• Problem statement:
Would you repeat every entry below word for word but drop the images?

• Input:
+++

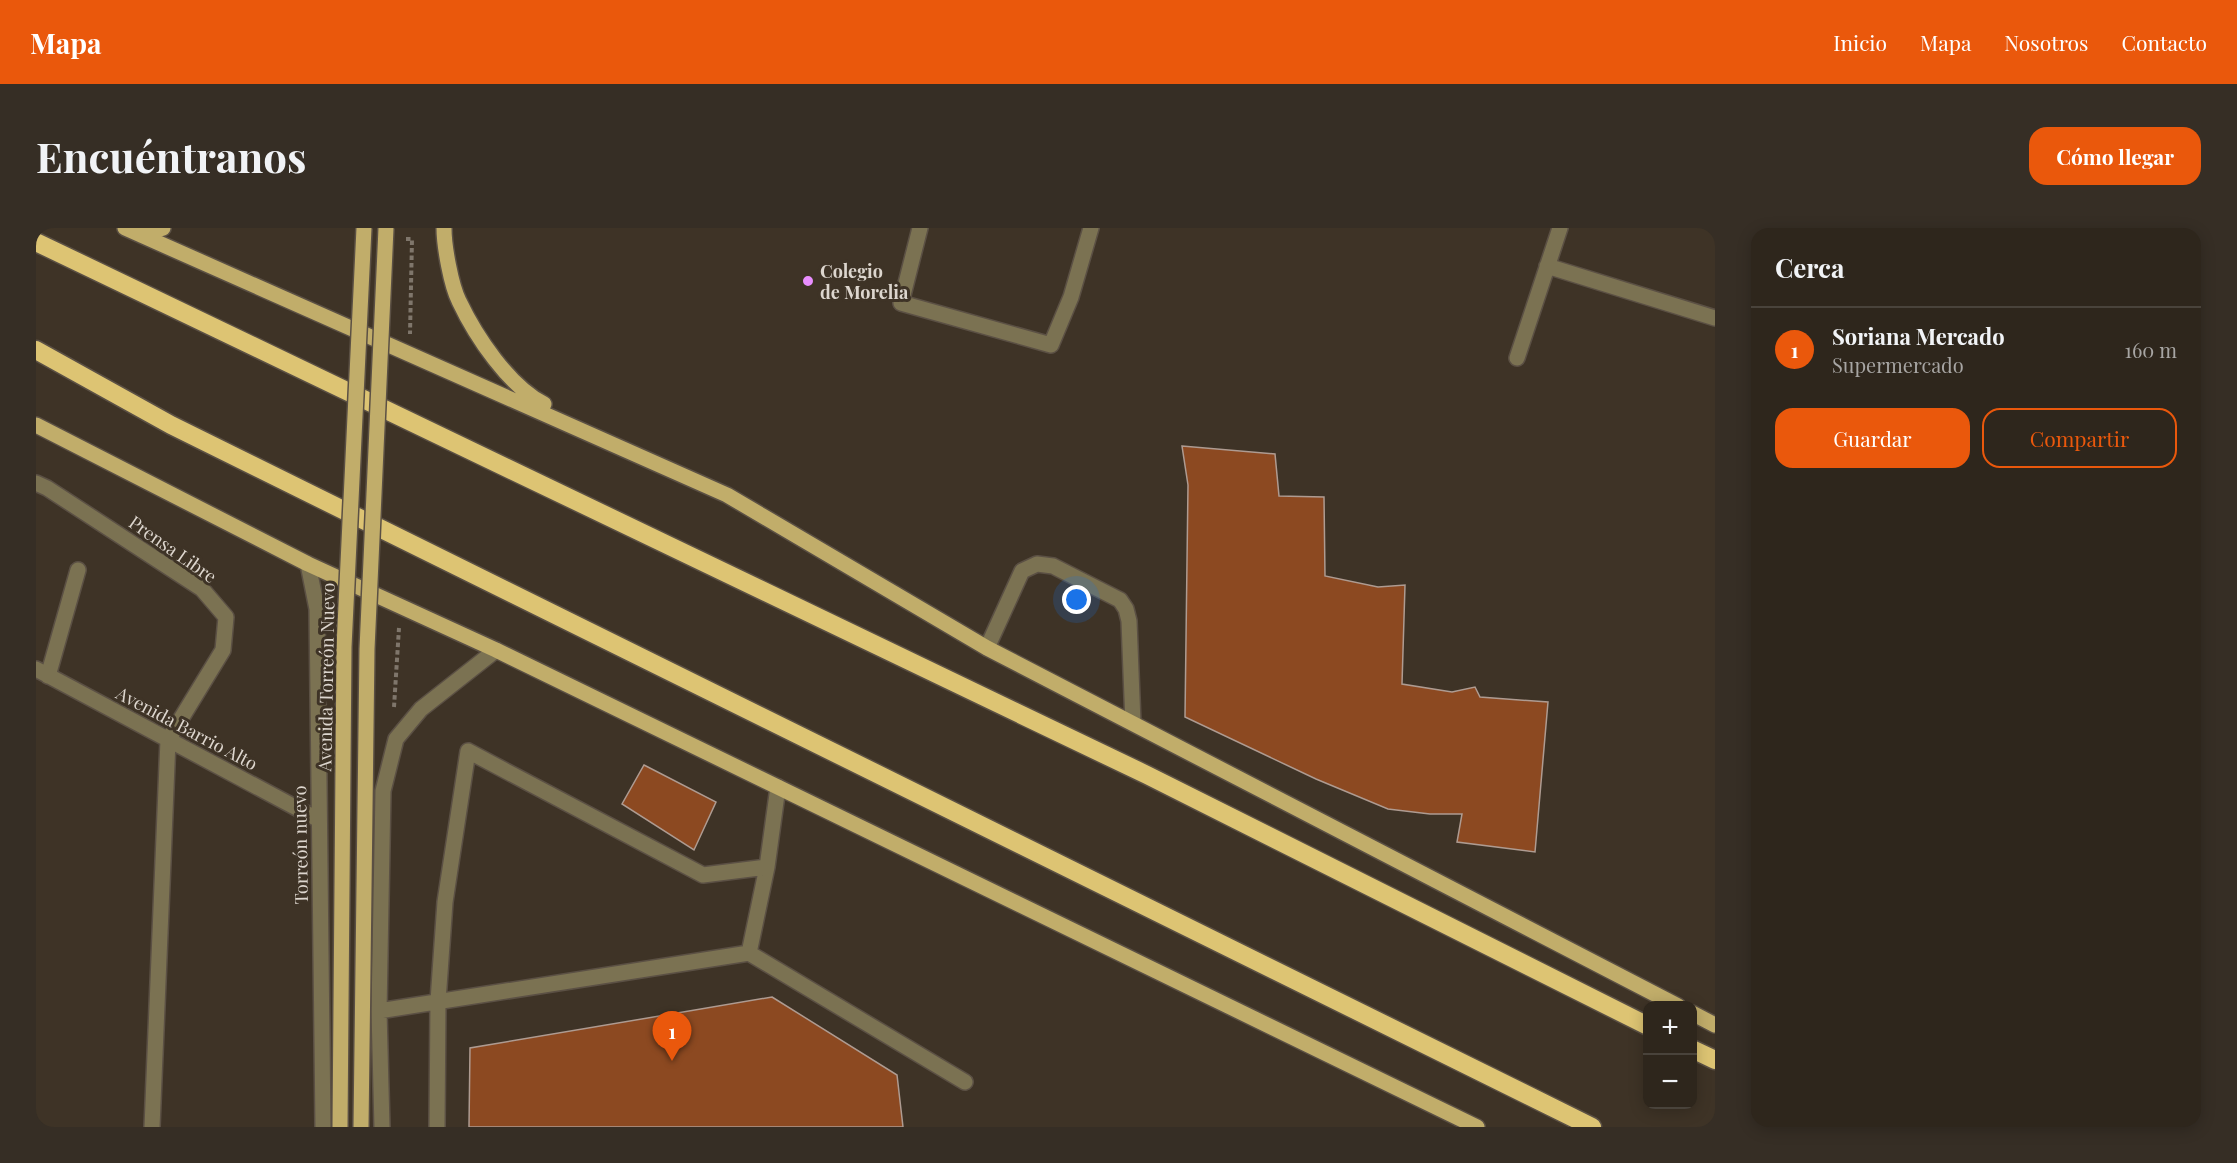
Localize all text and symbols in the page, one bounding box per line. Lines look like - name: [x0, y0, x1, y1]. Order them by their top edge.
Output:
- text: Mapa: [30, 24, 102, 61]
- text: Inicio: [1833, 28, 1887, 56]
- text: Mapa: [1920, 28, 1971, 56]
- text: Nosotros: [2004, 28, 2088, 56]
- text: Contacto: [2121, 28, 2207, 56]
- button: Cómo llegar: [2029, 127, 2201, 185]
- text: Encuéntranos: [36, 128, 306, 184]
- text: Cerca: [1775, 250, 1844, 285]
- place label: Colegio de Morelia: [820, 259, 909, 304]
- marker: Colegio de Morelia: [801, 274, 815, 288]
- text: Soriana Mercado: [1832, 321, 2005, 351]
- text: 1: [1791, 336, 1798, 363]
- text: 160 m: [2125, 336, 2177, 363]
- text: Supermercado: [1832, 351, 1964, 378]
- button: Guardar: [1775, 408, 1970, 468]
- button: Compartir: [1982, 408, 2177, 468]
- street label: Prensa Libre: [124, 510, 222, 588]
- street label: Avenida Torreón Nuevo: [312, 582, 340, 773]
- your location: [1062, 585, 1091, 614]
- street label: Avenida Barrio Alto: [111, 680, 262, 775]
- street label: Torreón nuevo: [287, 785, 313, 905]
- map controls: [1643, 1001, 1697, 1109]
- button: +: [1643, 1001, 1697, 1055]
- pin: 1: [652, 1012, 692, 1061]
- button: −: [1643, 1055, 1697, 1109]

+++

• Exercise answer:
Localize all text and symbols in the page, one bounding box per line. Lines look like - name: [x0, y0, x1, y1]. Order them by their top edge.
Output:
- text: Mapa: [30, 24, 102, 61]
- text: Inicio: [1833, 28, 1887, 56]
- text: Mapa: [1920, 28, 1971, 56]
- text: Nosotros: [2004, 28, 2088, 56]
- text: Contacto: [2121, 28, 2207, 56]
- button: Cómo llegar: [2029, 127, 2201, 185]
- text: Encuéntranos: [36, 128, 306, 184]
- text: Cerca: [1775, 250, 1844, 285]
- place label: Colegio de Morelia: [820, 259, 909, 304]
- marker: Colegio de Morelia: [801, 274, 815, 288]
- text: Soriana Mercado: [1832, 321, 2005, 351]
- text: 1: [1791, 336, 1798, 363]
- text: 160 m: [2125, 336, 2177, 363]
- text: Supermercado: [1832, 351, 1964, 378]
- button: Guardar: [1775, 408, 1970, 468]
- button: Compartir: [1982, 408, 2177, 468]
- street label: Prensa Libre: [124, 510, 222, 588]
- street label: Avenida Torreón Nuevo: [312, 582, 340, 773]
- your location: [1062, 585, 1091, 614]
- street label: Avenida Barrio Alto: [111, 680, 262, 775]
- street label: Torreón nuevo: [287, 785, 313, 905]
- map controls: [1643, 1001, 1697, 1109]
- button: +: [1643, 1001, 1697, 1055]
- pin: 1: [652, 1012, 692, 1061]
- button: −: [1643, 1055, 1697, 1109]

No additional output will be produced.